Il leur donna une brève description des membres de la bande, et ils allèrent s’installer chacun à une table.

L’interrogatoire commença, qui allait durer le reste de la nuit, tandis que Maigret, par des couloirs obscurs où il tâtonnait pour trouver le commutateur, traversait le Palais de Justice et gagnait son bureau.

Joseph, le garçon de nuit, l’accueillait, et cela faisait plaisir de retrouver sa bonne tête. Il y avait de la lumière dans le bureau des inspecteurs où, justement, on entendait la sonnerie du téléphone.

Maigret entra. Bodin était à l’appareil et disait :

— Je vous le passe... Il rentre à l’instant...

C’était Lucas, qui annonçait au commissaire que Maria venait d’accoucher d’un garçon de neuf livres. Elle avait tenté de se précipiter hors de son lit quand l’infirmière avait voulu quitter la chambre avec le bébé pour lui faire sa toilette.

CHAPITRE VII

Quand il descendit de taxi rue de Sèvres, en face de l’hôpital Laennec, Maigret vit une grosse voiture portant le matricule du corps diplomatique. Sous le portail, un homme long et maigre attendait, vêtu avec une correction décourageante, les gestes si impeccablement étudiés, les expressions de physionomie si parfaites qu’on n’avait pas envie d’écouter les syllabes qu’il prononçait avec lenteur, mais bien de le regarder comme un spectacle.

Pourtant, ce n’était même pas le dernier secrétaire de l’ambassade de Tchécoslovaquie, mais un simple employé de la chancellerie.

— Son Excellence m’a dit..., commença-t-il.

Et Maigret, pour qui les dernières heures écoulées comptaient parmi les plus occupées de sa vie, se contenta de grommeler en prenant les devants :

— Ça va !

Il est vrai que, dans l’escalier de l’hôpital, il se retourna pour poser une question qui fit sursauter son compagnon.

— Vous parlez le tchèque, au moins ?.

Lucas était dans le couloir, accoudé à une fenêtre, à regarder mélancoliquement dans le jardin. Il faisait gris, ce matin-là, pluvieux. Une infirmière était venue le prier de ne pas fumer, et il soupira en désignant du doigt la pipe de Maigret.

— On va vous la faire éteindre, patron.

Ils durent attendre que l’infirmière de garde vînt les chercher. C’était une femme entre deux âges, qui se montrait insensible à la célébrité de Maigret et qui ne devait pas aimer la police.

— Il ne faudra pas la fatiguer. Quand je vous ferai signe de sortir, je vous prierai de ne pas insister.

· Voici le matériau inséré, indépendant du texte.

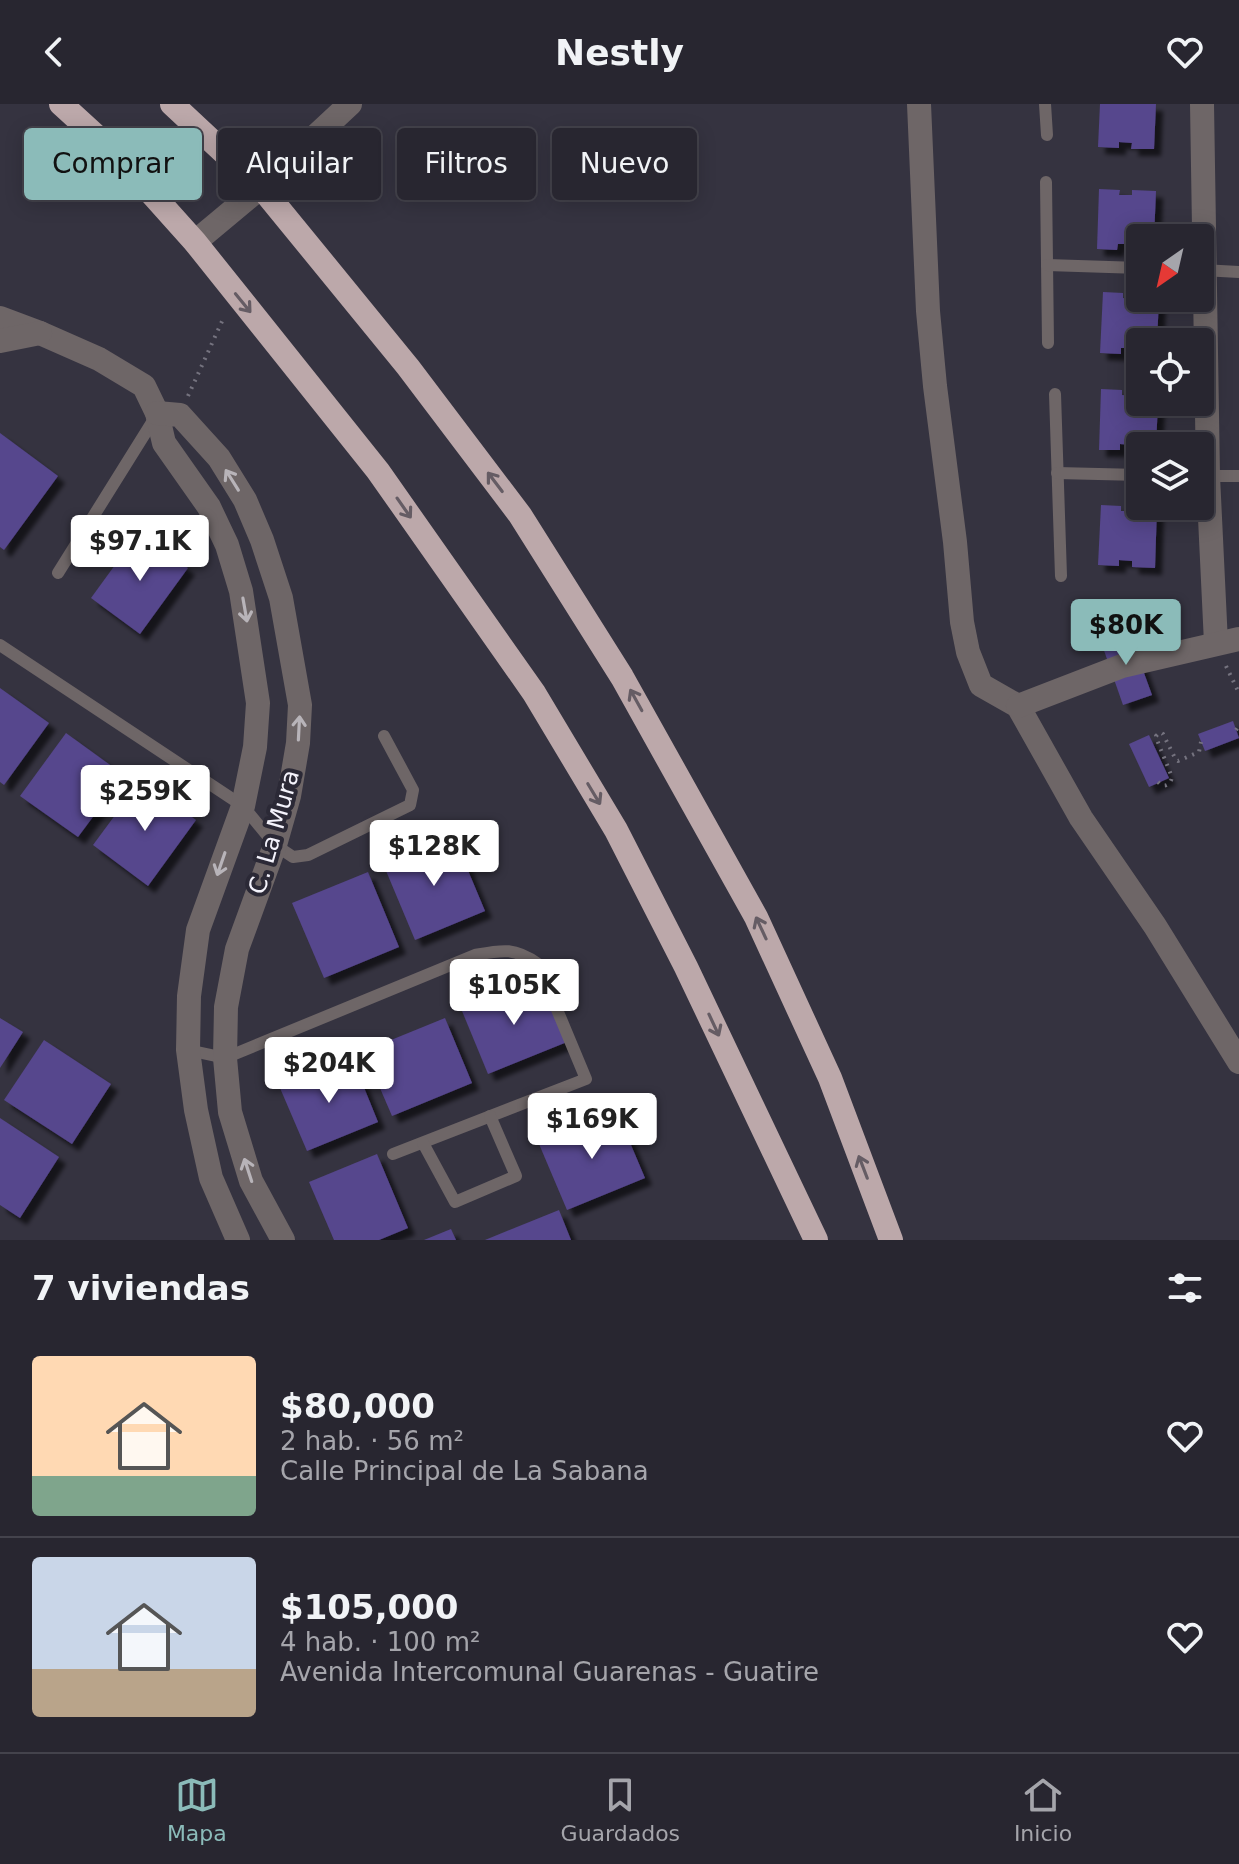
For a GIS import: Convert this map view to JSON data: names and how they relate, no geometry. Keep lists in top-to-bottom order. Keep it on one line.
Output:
{"streets":{"street":["C. La Mura"]},"north":"bottom left","page":{"header":"Nestly","chip":["Comprar","Alquilar","Filtros","Nuevo"],"price":["$97.1K","$80K","$259K","$128K","$105K","$204K","$169K"],"heading":"7 viviendas","list":[{"name":"$80,000","note":"2 hab. · 56 m² · Calle Principal de La Sabana"},{"name":"$105,000","note":"4 hab. · 100 m² · Avenida Intercomunal Guarenas - Guatire"}],"tabs":["Mapa","Guardados","Inicio"]}}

Maigret haussa les épaules et pénétra le premier dans la petite chambre blanche où Maria semblait sommeiller, tandis que son bébé dormait dans un berceau à côté de son lit. Pourtant un regard filtrait entre les cils mi-clos de la femme, attentif aux faits et gestes des deux hommes.

Elle était aussi belle que la nuit rue du Roi-de-Sicile. Son teint était plus pâle. On avait tressé ses cheveux en deux grosses nattes qui faisaient le tour de sa tête.

Maigret, après avoir déposé son chapeau sur une chaise, dit au Tchèque :

— Voulez-vous lui demander son nom ?

Il attendit, sans beaucoup d’espoir. En effet, la jeune femme se contenta de regarder d’un œil haineux l’homme qui lui parlait sa langue.

— Elle ne répond pas, fit le traducteur. Autant que je puisse en juger, elle n’est pas Tchèque, mais Slovaque. Je lui ai parlé les deux langues, et c’est quand j’ai employé la seconde qu’elle a tressailli.

— Veuillez lui expliquer que je lui conseille vivement de répondre à mes questions, faute de quoi, aujourd’hui même, en dépit de son état, elle pourrait être transférée à l’infirmerie de la Santé.

Le Tchèque eut un haut-le-corps de gentleman offusqué, et l’infirmière qui rôdait dans la chambre murmura comme pour elle-même :

— Je voudrais bien voir ça !

Puis elle s’adressa à Maigret.

— Vous n’avez pas lu au bas de l’escalier qu’il est interdit de fumer ?

Avec une docilité inattendue, le commissaire retira sa pipe de sa bouche et la laissa éteindre entre ses doigts.

Maria avait enfin prononcé quelques mots.

— Voulez-vous traduire ?

— Elle répond que cela lui est égal et qu’elle nous hait tous. Je ne m’étais pas trompé. C’est une Slovaque, probablement une Slovaque du Sud, une fille de la campagne.

Il en était comme soulagé. Son honneur à lui, pur Tchèque de Prague, n’était plus en jeu, puisqu’il s’agissait d’une paysanne slovaque.

Maigret avait tiré son calepin noir de sa poche.

— Demandez-lui où elle se trouvait la nuit du 12 au 13 octobre dernier.

Cette fois, elle marqua le coup, son regard devint plus sombre et se posa sur le commissaire avec insistance. Aucun son ne sortit néanmoins de ses lèvres.

— Même question pour la nuit du 8 au 9 décembre.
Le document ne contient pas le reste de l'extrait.